Copy every line from the one containing "Input: one rendered map. Convert" through the last line of the records below, both included, and nothing else.

(Stored data)
╔══

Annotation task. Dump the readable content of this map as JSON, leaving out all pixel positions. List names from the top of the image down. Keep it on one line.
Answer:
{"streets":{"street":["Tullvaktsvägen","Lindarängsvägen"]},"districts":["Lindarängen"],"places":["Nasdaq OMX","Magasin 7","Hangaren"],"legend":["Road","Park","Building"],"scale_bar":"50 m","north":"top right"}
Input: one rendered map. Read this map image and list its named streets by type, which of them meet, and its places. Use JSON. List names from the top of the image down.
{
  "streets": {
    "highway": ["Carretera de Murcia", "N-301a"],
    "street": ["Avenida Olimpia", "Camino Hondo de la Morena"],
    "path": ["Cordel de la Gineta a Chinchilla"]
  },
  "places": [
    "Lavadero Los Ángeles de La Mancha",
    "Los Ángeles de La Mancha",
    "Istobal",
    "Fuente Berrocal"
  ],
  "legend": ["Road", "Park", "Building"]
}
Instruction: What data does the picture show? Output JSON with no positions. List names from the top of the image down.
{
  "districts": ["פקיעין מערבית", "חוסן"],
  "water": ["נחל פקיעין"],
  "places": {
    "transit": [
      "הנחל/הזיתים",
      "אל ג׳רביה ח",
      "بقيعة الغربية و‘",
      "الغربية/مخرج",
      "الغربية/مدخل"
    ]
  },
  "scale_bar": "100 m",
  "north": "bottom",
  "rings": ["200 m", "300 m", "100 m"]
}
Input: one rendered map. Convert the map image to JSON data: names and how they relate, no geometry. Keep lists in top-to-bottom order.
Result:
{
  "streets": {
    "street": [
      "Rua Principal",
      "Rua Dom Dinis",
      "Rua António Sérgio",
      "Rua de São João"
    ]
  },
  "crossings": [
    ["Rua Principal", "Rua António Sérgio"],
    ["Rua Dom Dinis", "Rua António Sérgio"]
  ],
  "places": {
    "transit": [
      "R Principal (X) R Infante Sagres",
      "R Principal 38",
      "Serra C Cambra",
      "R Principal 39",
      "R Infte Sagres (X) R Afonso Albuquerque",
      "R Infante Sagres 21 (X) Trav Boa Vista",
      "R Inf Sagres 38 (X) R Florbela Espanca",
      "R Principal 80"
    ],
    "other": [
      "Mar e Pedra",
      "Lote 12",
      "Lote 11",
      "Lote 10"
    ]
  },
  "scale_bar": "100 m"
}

╚══

→ **Answer section**:
Input: one rendered map. Convert the map image to JSON data: names and how they relate, no geometry. Keep lists in top-to-bottom order.
Result:
{
  "streets": {
    "street": [
      "Rua Principal",
      "Rua Dom Dinis",
      "Rua António Sérgio",
      "Rua de São João"
    ]
  },
  "crossings": [
    ["Rua Principal", "Rua António Sérgio"],
    ["Rua Dom Dinis", "Rua António Sérgio"]
  ],
  "places": {
    "transit": [
      "R Principal (X) R Infante Sagres",
      "R Principal 38",
      "Serra C Cambra",
      "R Principal 39",
      "R Infte Sagres (X) R Afonso Albuquerque",
      "R Infante Sagres 21 (X) Trav Boa Vista",
      "R Inf Sagres 38 (X) R Florbela Espanca",
      "R Principal 80"
    ],
    "other": [
      "Mar e Pedra",
      "Lote 12",
      "Lote 11",
      "Lote 10"
    ]
  },
  "scale_bar": "100 m"
}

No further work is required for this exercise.